Brief
If an entry contains a picture, omit that picture and transcribe everything else exactly.

-----

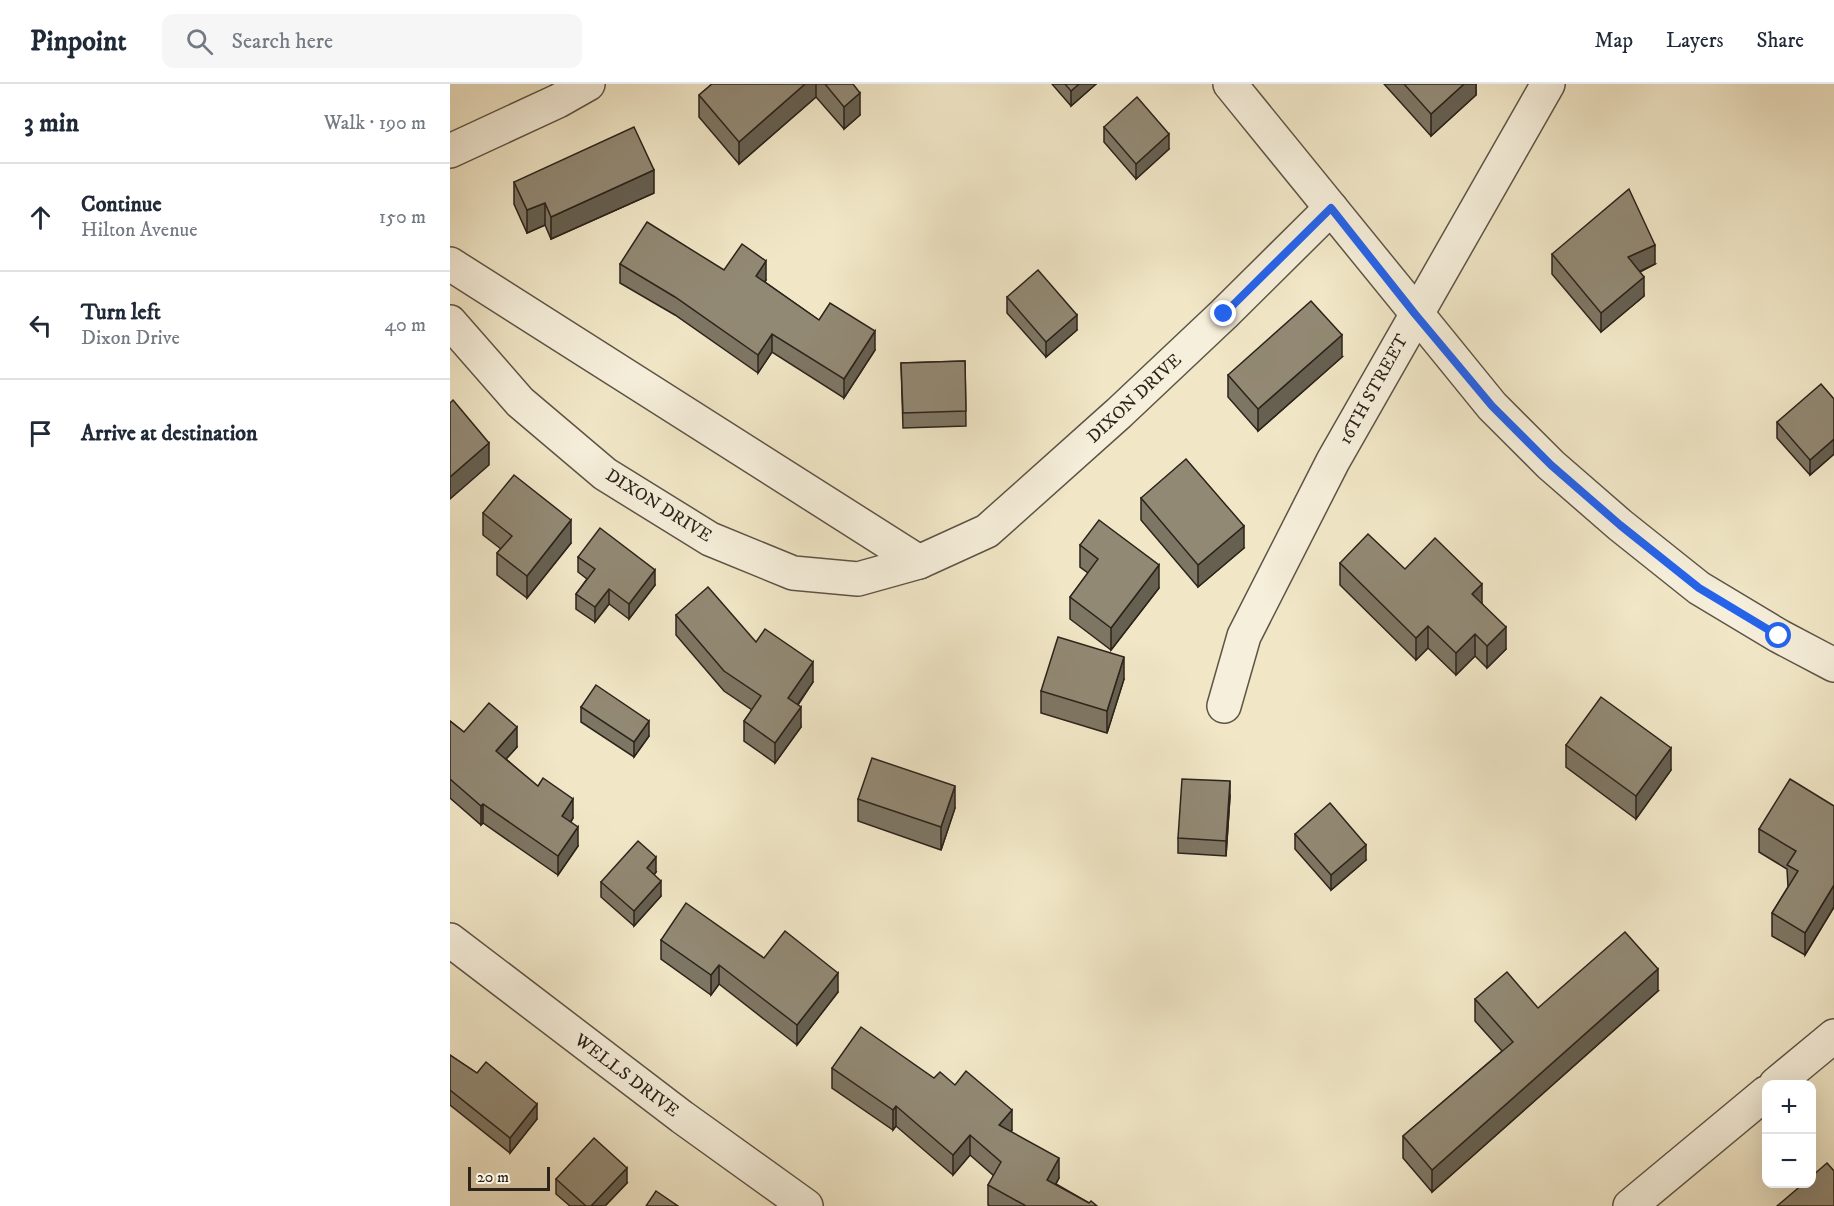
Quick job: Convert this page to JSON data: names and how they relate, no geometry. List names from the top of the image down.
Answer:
{
  "streets": {
    "street": ["16TH STREET", "DIXON DRIVE", "WELLS DRIVE"]
  },
  "scale_bar": "20 m",
  "page": {
    "header": "Pinpoint",
    "search": "Search here",
    "nav": ["Map", "Layers", "Share"],
    "heading": ["3 min", "Walk · 190 m"],
    "list": [
      ["Continue", "Hilton Avenue", "150 m"],
      ["Turn left", "Dixon Drive", "40 m"],
      "Arrive at destination"
    ],
    "map_buttons": ["+", "−"],
    "scale": "20 m"
  }
}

-----

Task result
Quick job: Convert this page to JSON data: names and how they relate, no geometry. List names from the top of the image down.
Answer:
{
  "streets": {
    "street": ["16TH STREET", "DIXON DRIVE", "WELLS DRIVE"]
  },
  "scale_bar": "20 m",
  "page": {
    "header": "Pinpoint",
    "search": "Search here",
    "nav": ["Map", "Layers", "Share"],
    "heading": ["3 min", "Walk · 190 m"],
    "list": [
      ["Continue", "Hilton Avenue", "150 m"],
      ["Turn left", "Dixon Drive", "40 m"],
      "Arrive at destination"
    ],
    "map_buttons": ["+", "−"],
    "scale": "20 m"
  }
}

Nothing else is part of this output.